* [WORK TO COMPLETE]: Which of the lines in the records below hold the string "lists"? Copy every one of them.

* [EXCERPTED DATA]:
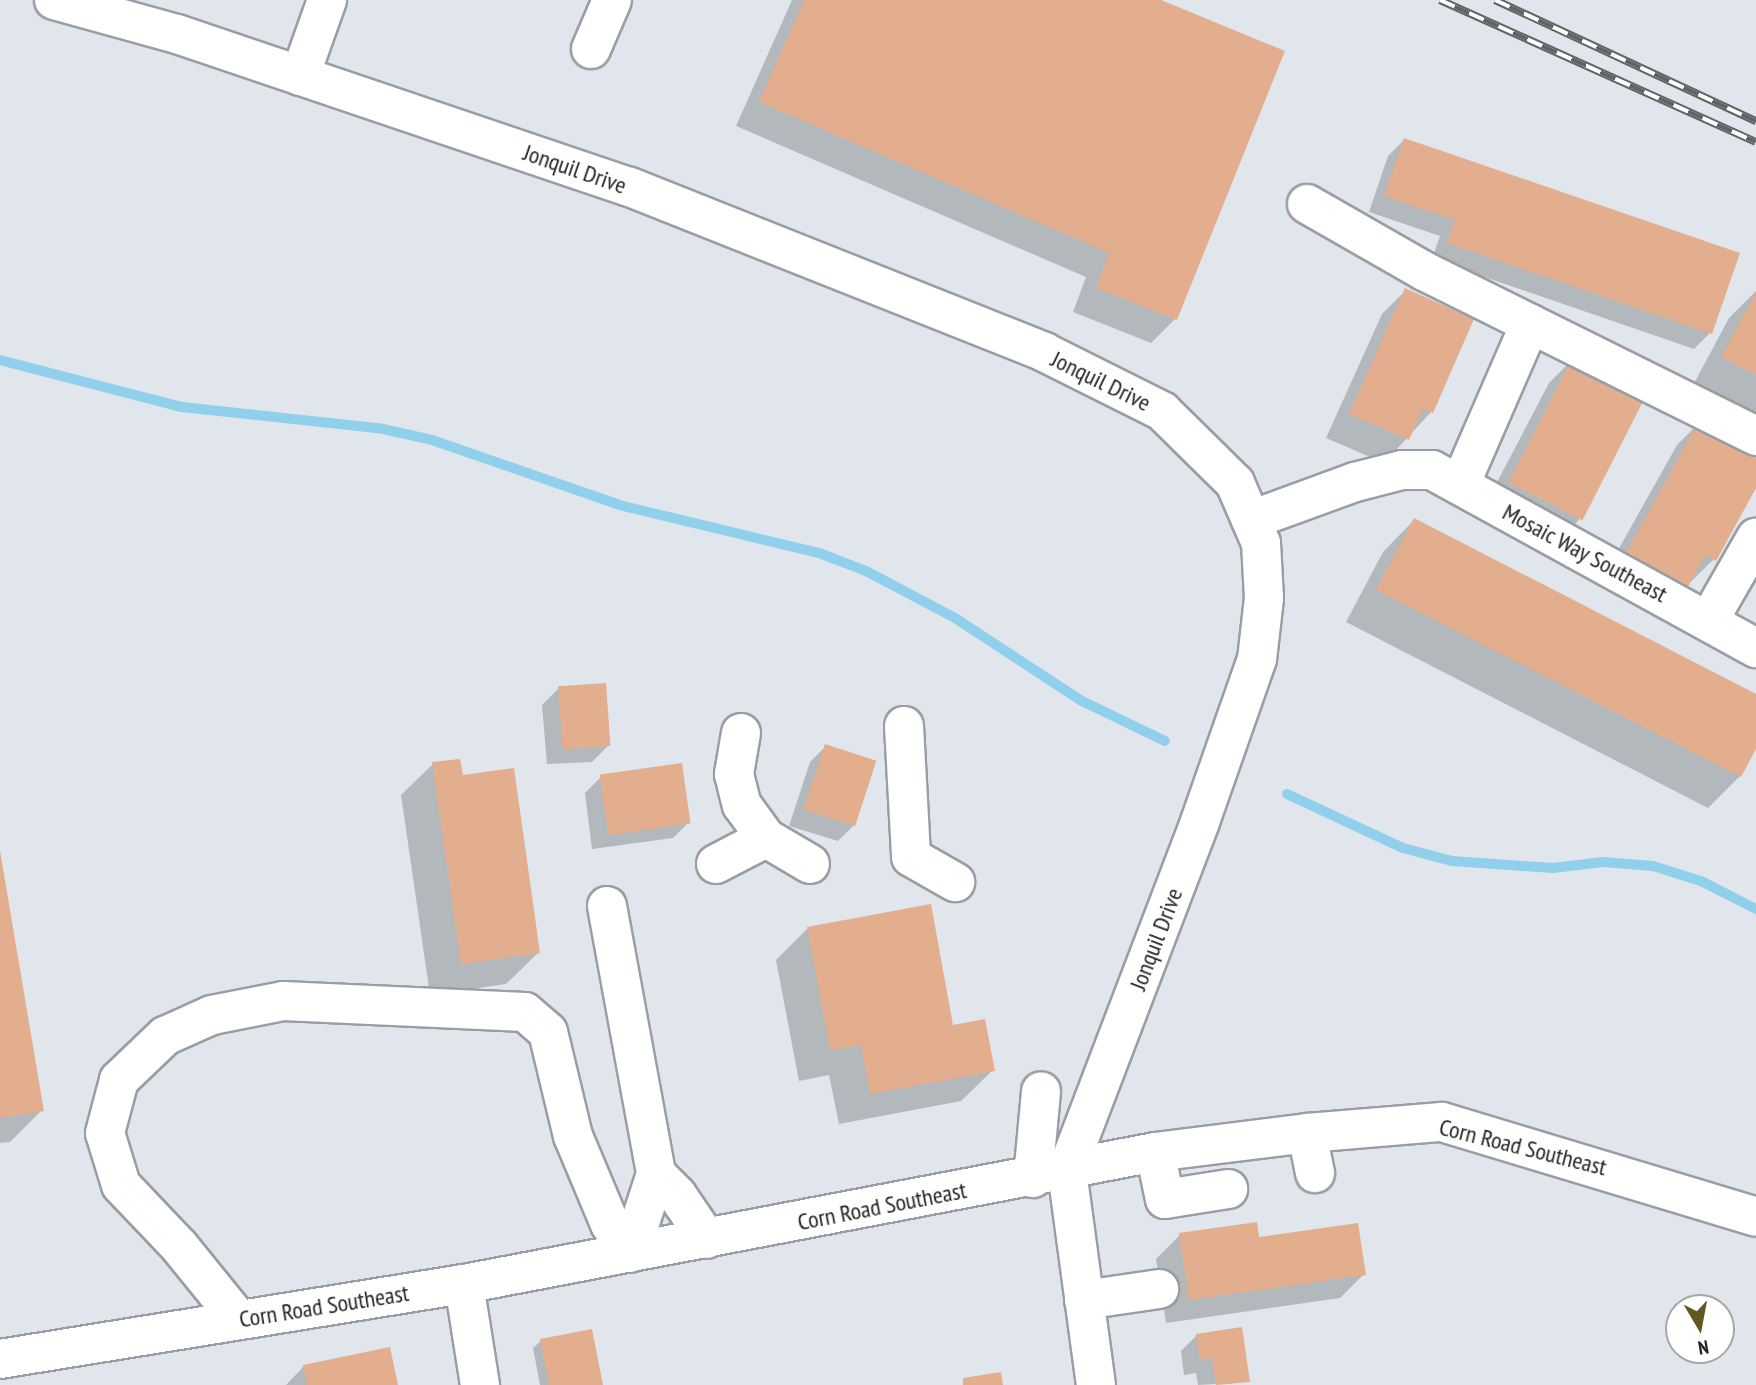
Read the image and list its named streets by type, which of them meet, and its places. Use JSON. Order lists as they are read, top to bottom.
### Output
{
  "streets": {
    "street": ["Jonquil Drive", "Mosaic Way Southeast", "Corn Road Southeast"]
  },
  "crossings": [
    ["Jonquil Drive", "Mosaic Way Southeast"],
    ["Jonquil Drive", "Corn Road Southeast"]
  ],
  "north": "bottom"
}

...

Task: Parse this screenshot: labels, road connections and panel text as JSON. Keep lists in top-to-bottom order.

* [RESPONSE TO THIS TASK]:
Read the image and list its named streets by type, which of them meet, and its places. Use JSON. Order lists as they are read, top to bottom.
Task: Parse this screenshot: labels, road connections and panel text as JSON. Keep lists in top-to-bottom order.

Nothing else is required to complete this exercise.